PR2-164

Quadratus Lumborum Blocks for Post-operative Analgesia for In-utero Myelomeningocele Repair

Mohammad S, Donepudi R, Austin M, Quintana O, Sridhar S, Seshachellam V, Senior L, Jain R
University of Texas Houston Medical Center, Rosenberg, TX, USA

The success of intrauterine myelomeningocele (MMC) repair relies on a well-coordinated multidisciplinary team from the time of diagnosis to birth. The perioperative anesthetic management is unique as it requires provision of very delicate care to a fetus in a stressful condition and provision of adequate maternal anesthesia for uterine relaxation and hemodynamic stability during and after the surgery. Our institution has provided care for over 54 MMC patients.

The fetal repair of MMC is through a hysterotomy; the intraoperative pain is managed by intravenous analgesics while anesthesia is primarily maintained by inhalational agents. The patient also receives a large dose of magnesium sulfate for tocolysis. Preoperative placement of a thoracic epidural catheter allows for adequate post-surgical analgesia with minimal use of opioids; analgesia is maintained with patient-controlled epidural analgesia (PCEA) with an infusion of local anesthetic with narcotic (0.1% ropivacaine with 2 mcg/ml fentanyl) and rescue doses of morphine and intravenous acetaminophen.

The epidural catheter has historically been discontinued on post-operative day (POD) 2 while transitioning to oral pain medications; however, we have noted that the transition from epidural to oral pain medications was challenging for some patients. Typical problems encountered were inadequate analgesia, nausea, and ileus, all of which created delays in return to function. We then introduced the bilateral quadratus lumborum (QL) block with 20 ml of 0.25% bupivacaine and 3 mg of dexamethasone to each side of the abdomen to bridge this gap in pain control. After this change in protocol, we have had three patients receiving the QL block and noted that the oral pain medication requirement has substantially decreased, and patient satisfaction has improved.

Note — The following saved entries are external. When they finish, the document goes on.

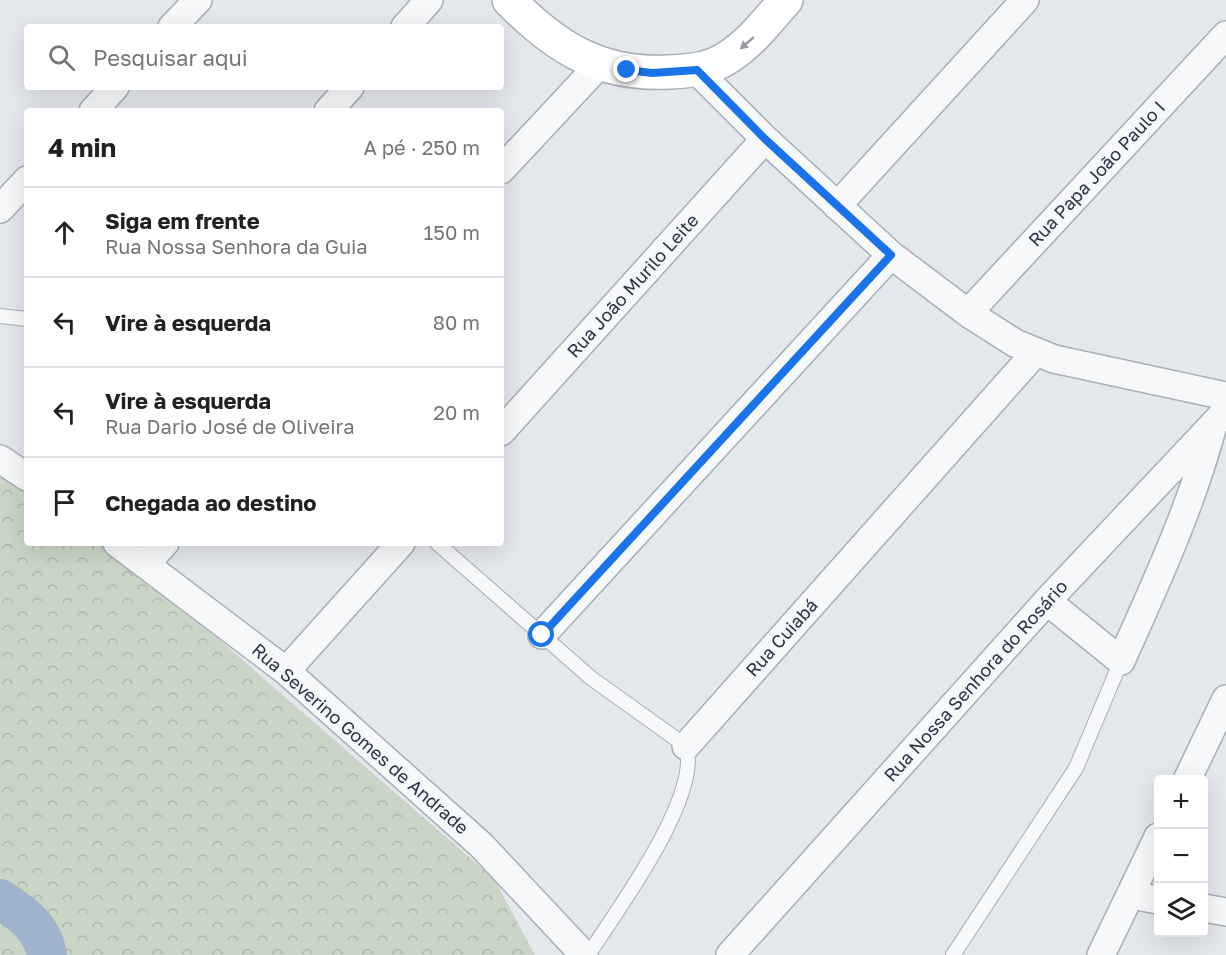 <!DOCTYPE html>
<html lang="pt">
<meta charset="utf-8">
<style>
body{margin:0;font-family:"Golos Text",sans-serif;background:#f2f2f2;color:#202124}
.controls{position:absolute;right:18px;bottom:18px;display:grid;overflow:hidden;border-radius:6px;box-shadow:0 6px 24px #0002}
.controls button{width:54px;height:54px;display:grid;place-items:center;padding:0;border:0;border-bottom:2px solid #e0e0e0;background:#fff;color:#202124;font:30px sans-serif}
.stop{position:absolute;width:18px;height:18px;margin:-14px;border:4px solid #1a73e8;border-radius:50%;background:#fff}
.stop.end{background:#1a73e8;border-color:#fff;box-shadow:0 2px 6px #0008}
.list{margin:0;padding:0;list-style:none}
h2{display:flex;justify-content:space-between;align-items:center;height:78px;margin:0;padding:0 24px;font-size:26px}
h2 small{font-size:20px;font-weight:400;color:#757577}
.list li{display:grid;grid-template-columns:39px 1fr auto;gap:18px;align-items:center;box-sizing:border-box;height:90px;padding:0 24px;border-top:2px solid #e0e0e0}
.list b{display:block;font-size:22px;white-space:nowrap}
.list p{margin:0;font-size:20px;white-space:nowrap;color:#757577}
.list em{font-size:20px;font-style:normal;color:#757577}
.icon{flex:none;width:33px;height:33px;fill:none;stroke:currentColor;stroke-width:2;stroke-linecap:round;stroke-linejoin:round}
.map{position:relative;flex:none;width:1226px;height:955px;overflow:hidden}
.search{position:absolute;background:#fff;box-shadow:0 6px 24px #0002;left:24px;top:24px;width:480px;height:66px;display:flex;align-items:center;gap:15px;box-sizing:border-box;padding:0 21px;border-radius:6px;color:#757577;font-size:22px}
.panel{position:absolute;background:#fff;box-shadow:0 6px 24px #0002;left:24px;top:108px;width:480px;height:438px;border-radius:6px}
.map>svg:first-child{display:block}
.forest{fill:url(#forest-crowns)}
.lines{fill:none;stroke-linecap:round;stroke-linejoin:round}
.river{stroke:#9fb4cc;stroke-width:40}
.lane-casing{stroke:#a9aeb7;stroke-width:16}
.street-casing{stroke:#a9aeb7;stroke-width:30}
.secondary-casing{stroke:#a9aeb7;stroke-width:36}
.lane{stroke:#f7f8fa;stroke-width:14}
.street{stroke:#f7f8fa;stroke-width:27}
.secondary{stroke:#fff;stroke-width:33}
.oneway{fill:#959aa2}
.route{stroke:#1a73e8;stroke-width:8}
.labels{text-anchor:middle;stroke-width:4.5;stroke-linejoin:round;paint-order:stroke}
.street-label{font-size:18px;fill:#2b3445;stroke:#f4f6f9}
</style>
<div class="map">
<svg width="1226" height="955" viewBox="0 0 1226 955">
<defs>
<pattern id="forest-crowns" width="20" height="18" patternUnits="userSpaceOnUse" patternTransform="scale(1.5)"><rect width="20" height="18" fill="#c9d6c5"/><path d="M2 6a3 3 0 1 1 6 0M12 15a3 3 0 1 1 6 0" fill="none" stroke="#adb8ab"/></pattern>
</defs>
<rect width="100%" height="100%" fill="#e4e7ec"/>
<!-- forest -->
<path class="forest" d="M0,474l27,17v52h78l11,7 378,329 41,76h-535z"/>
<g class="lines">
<!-- river -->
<path class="river" d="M0,899c23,15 42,28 47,56"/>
<defs>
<path id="lane" d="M0,316l27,3
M437,543l154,135 95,68c16,50 -70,166 -98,209
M953,955l123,-187 45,-107"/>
<path id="street" d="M172,27l26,-27
M405,27l24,-27
M697,71l68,68 126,116 77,58 47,30 39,16 172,37
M93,111l22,-24
M328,111l22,-24
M501,170l98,-105
M837,206l188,-206
M0,209l27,-29
M968,313l258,-278
M501,432l264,-293
M0,459l27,18
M117,543l169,128 195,174 103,110
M146,564l19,-21
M1047,601l74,60c34,-76 69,-151 91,-232
M542,635l349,-380
M286,671l115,-128
M686,746l349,-393
M1187,780l39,-81
M1131,895l27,5
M1204,908l22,4
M730,955l317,-354 179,-190
M1101,955l57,-118"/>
<path id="secondary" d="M509,0c47,48 92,76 161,72 21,-1 40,-3 57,-14 24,-15 40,-37 59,-58"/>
</defs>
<!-- lane casing -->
<use href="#lane" class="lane-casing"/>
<!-- street casing -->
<use href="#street" class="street-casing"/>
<!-- secondary casing -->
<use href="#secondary" class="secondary-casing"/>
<!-- lane -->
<use href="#lane" class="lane"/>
<!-- street -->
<use href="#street" class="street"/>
<!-- secondary -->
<use href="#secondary" class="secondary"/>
</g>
<!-- one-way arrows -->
<defs><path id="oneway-solid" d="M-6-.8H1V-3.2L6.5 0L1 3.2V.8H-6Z" transform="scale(1.5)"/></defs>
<use class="oneway" href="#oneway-solid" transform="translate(747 43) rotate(139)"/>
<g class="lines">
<!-- route -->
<path class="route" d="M542,635l349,-380 -126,-116 -68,-69 -45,3 -25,-3"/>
</g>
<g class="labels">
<!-- street labels -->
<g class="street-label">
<text transform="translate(1097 174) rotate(-47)" y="6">Rua Papa João Paulo I</text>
<text transform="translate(633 286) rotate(-48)" y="6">Rua João Murilo Leite</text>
<text transform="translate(782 638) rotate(-48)" y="6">Rua Cuiabá</text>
<text transform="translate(976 681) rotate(-48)" y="6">Rua Nossa Senhora do Rosário</text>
<text transform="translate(360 739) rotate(41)" y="6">Rua Severino Gomes de Andrade</text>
</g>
</g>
</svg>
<div class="controls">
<button>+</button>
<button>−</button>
<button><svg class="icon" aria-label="layers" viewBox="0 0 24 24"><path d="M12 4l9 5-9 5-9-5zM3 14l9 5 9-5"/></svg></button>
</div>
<div class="stop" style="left:542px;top:635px"></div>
<div class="stop end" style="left:627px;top:70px"></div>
<div class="search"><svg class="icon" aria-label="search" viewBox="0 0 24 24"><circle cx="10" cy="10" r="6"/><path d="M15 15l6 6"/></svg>Pesquisar aqui</div>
<section class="panel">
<h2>4 min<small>A pé · 250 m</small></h2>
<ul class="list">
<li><svg class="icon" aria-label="ahead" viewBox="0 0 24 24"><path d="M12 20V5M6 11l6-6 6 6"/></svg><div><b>Siga em frente</b><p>Rua Nossa Senhora da Guia</p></div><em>150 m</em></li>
<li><svg class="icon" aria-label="left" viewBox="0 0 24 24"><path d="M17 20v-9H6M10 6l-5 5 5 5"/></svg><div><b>Vire à esquerda</b></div><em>80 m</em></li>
<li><svg class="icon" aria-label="left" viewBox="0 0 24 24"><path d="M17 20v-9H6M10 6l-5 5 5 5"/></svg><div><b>Vire à esquerda</b><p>Rua Dario José de Oliveira</p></div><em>20 m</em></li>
<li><svg class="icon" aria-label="arrive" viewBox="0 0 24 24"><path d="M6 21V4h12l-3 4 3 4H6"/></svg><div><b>Chegada ao destino</b></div></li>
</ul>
</section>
</div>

From our preliminary data, this intervention has reduced our hydrocodone/oxycodone consumption by 13% on POD 2 and by 90% POD 3. We have also noted excellent pain control with a reduction of pain scores by 44% on POD 2 and 45% on POD 3. Our study still requires more data in order to draw conclusions given our small pool of patients. Further investigation is needed to identify an optimal pain management regimen and potentially allow better and faster maternal recovery from this major operation, especially given the recent focus on development of enhanced recovery pathways for various types of surgery.